As an example, let it be assumed that the Kanji symbol or ideogram for Asia shown at 61 in FIG. 6 is to be identified. The radical in the symbol is the horizontal line labelled 60 and is named "ee-chi". To identify the ideogram 61 in the apparatus 101A in FIG. 2, the first step is to depress the Kanji mode key F3 in FIG. 3; then the key having the Roman letter E on the keycap is depressed to represent the sound "ee"; next, the key having the Roman letter A on the keycap is depressed to represent the sound "chi". The radical, in this instance, did not unambiguously identify the ideogram 61 of FIG. 6; so the separator key labelled F5 in FIG. 3 is depressed to permit entry of the phonetic information. In this case the phonetic sound is "AH", which is indicated by depressing the key on the keyboard of FIG. 3 having the number 3 on the keycap. The ideogram for Asia has now been unambiguously identified, so the space bar is depressed to apply a terminator signal. If the ideogram had not been identified, the next step would be to depress again the separator key F5 to permit entry of colloquial information, and then to enter that information by successively depressing appropriate keys. Signals from the keyboard are used to give access to the appropriate store, representative of the character, which is stored on a disk store 53 or a memory EPROM 52 as shown in FIG. 2.
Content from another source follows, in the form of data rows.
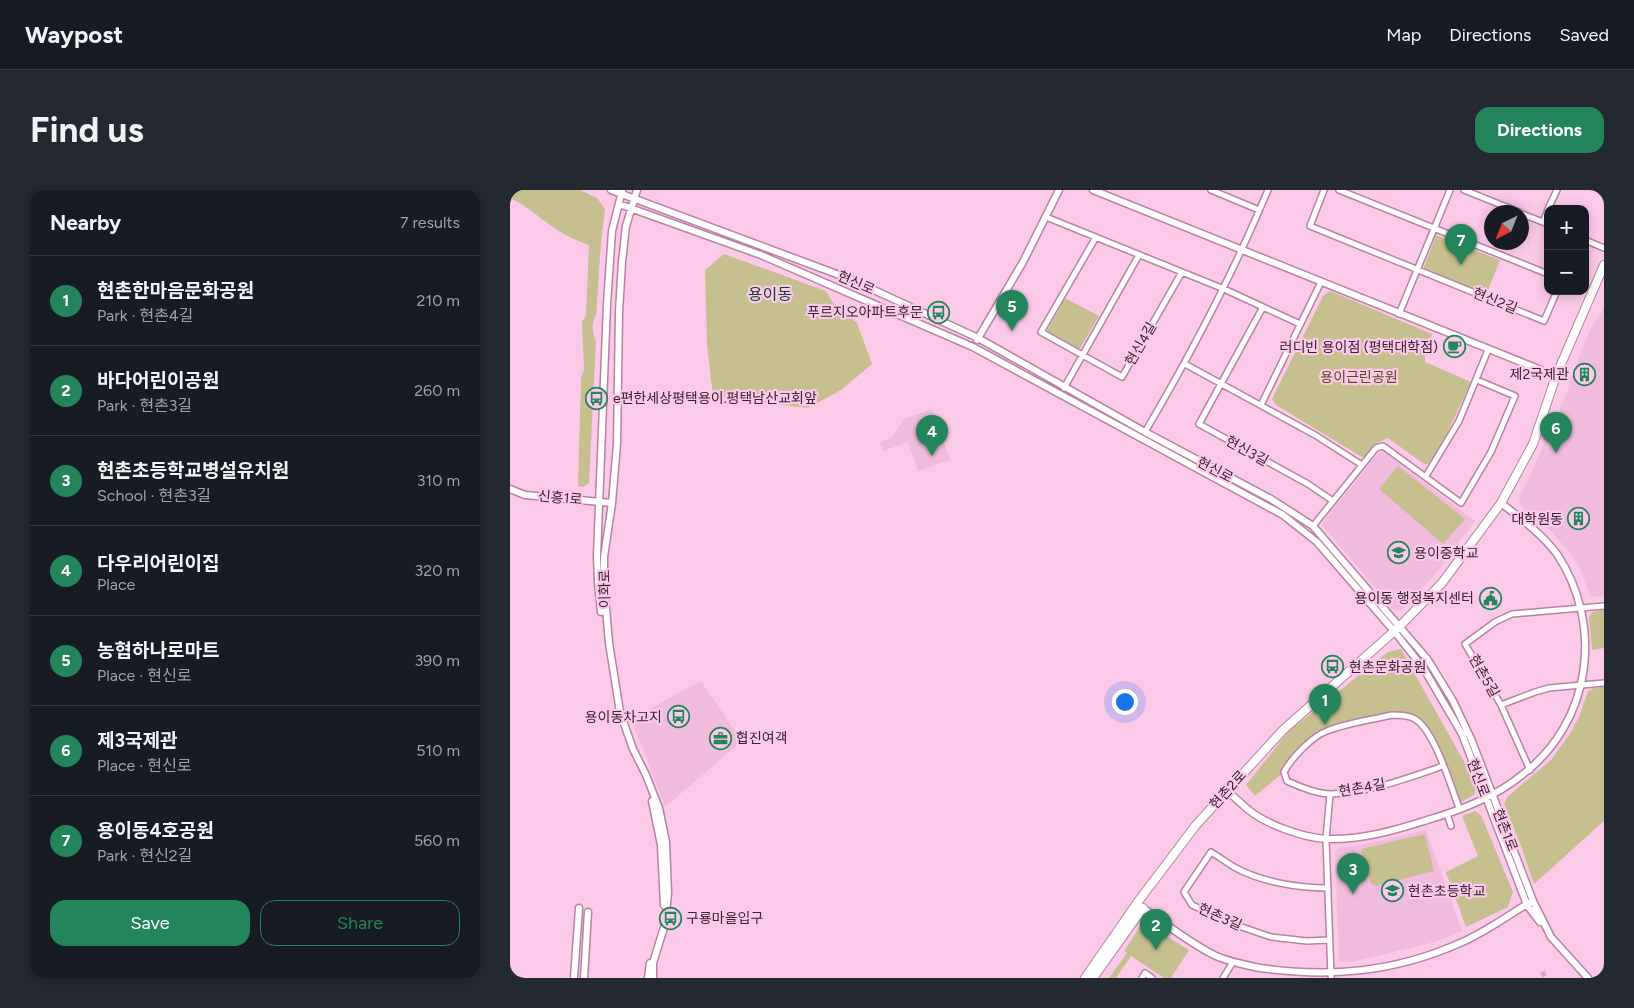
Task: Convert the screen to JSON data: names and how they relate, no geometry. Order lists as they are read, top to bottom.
{
  "streets": {
    "main road": ["현촌2로"],
    "street": [
      "현신로",
      "현신2길",
      "현신4길",
      "현신3길",
      "신흥1로",
      "이화로",
      "현촌5길",
      "현촌4길",
      "현촌1로",
      "현촌3길"
    ]
  },
  "crossings": [
    ["현신로", "이화로"],
    ["현신로", "현촌2로"],
    ["현신로", "현촌1로"],
    ["신흥1로", "이화로"],
    ["현촌2로", "현촌1로"]
  ],
  "districts": ["용이동"],
  "parks": ["용이근린공원"],
  "places": {
    "bus stop": [
      "푸르지오아파트후문",
      "e편한세상평택용이.평택남산교회앞",
      "현촌문화공원",
      "용이동차고지",
      "구룡마을입구"
    ],
    "cafe": ["러디빈 용이점 (평택대학점)"],
    "building": ["제2국제관", "대학원동"],
    "school or university": ["용이중학교", "현촌초등학교"],
    "public building": ["용이동 행정복지센터"],
    "office": ["협진여객"]
  },
  "north": "bottom left",
  "page": {
    "header": "Waypost",
    "nav": ["Map", "Directions", "Saved"],
    "buttons": [
      "Directions",
      ["Save", "Share"]
    ],
    "title": "Find us",
    "heading": ["Nearby", "7 results"],
    "map_buttons": ["+", "−"],
    "pins": [
      "7",
      "5",
      "6",
      "4",
      "1",
      "3",
      "2"
    ],
    "list": [
      {
        "mark": "1",
        "name": "현촌한마음문화공원",
        "note": "Park · 현촌4길",
        "value": "210 m"
      },
      {
        "mark": "2",
        "name": "바다어린이공원",
        "note": "Park · 현촌3길",
        "value": "260 m"
      },
      {
        "mark": "3",
        "name": "현촌초등학교병설유치원",
        "note": "School · 현촌3길",
        "value": "310 m"
      },
      {
        "mark": "4",
        "name": "다우리어린이집",
        "note": "Place",
        "value": "320 m"
      },
      {
        "mark": "5",
        "name": "농협하나로마트",
        "note": "Place · 현신로",
        "value": "390 m"
      },
      {
        "mark": "6",
        "name": "제3국제관",
        "note": "Place · 현신로",
        "value": "510 m"
      },
      {
        "mark": "7",
        "name": "용이동4호공원",
        "note": "Park · 현신2길",
        "value": "560 m"
      }
    ]
  }
}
For example, in the case of Asia the letter E (for "ee") has an ASCII code of 69 and A (for "chi") has a code of 65. These two codes add to 134, which is the number that is searched through a table of radical data contained within the memory of the central control MPU 50 in FIG. 2. The radical data is used to isolate the tag for a graphics equivalent of the character on a disk store 53 or a memory EPROM 52 by the central MPU 50 in FIG. 2. The information in the storage units 5A, 5B, and 5C in FIG. 1 is contained in either or both of the elements 53 and 52 in FIG. 2.
The MPU 50 saves the first code entry, here ASCII 69, as well as the ASCII equivalent sum, here 134, and the number of keystrokes, here 2. If there is more than one phonetic keystroke, then the MPU 50 again saves the first entry keystroke, the ASCII equivalent sum, and the number of keystrokes. In this example ASCII 51 is saved as both a first entry keystroke and as the sum. There is one keystroke in the phonetic entry. If the colloquial information were called for, then again, the first entry, the sum, and the number of keystrokes would be saved. Once the terminator has been depressed, the MPU 50 sets out to identify the ideogram as identified. In the present example, the MPU 50 identifies the radical whose ASCII equivalent sum is 134; this radical will be in the block of dictionary data that is "ee-chi". If it should happen that two or more radicals were so identified, then the MPU 50 seeks that one of the radicals so identified having a first keystroke (or first ASCII number) of 69, and a total of two keystrokes. To summarize, for purposes of identification of each characteristic group, there are saved for each of radical, phonetic, and colloquial information: (1) the first keystroke; (2) the ASCII equivalent sum of keystrokes; and (3) the number of keystrokes.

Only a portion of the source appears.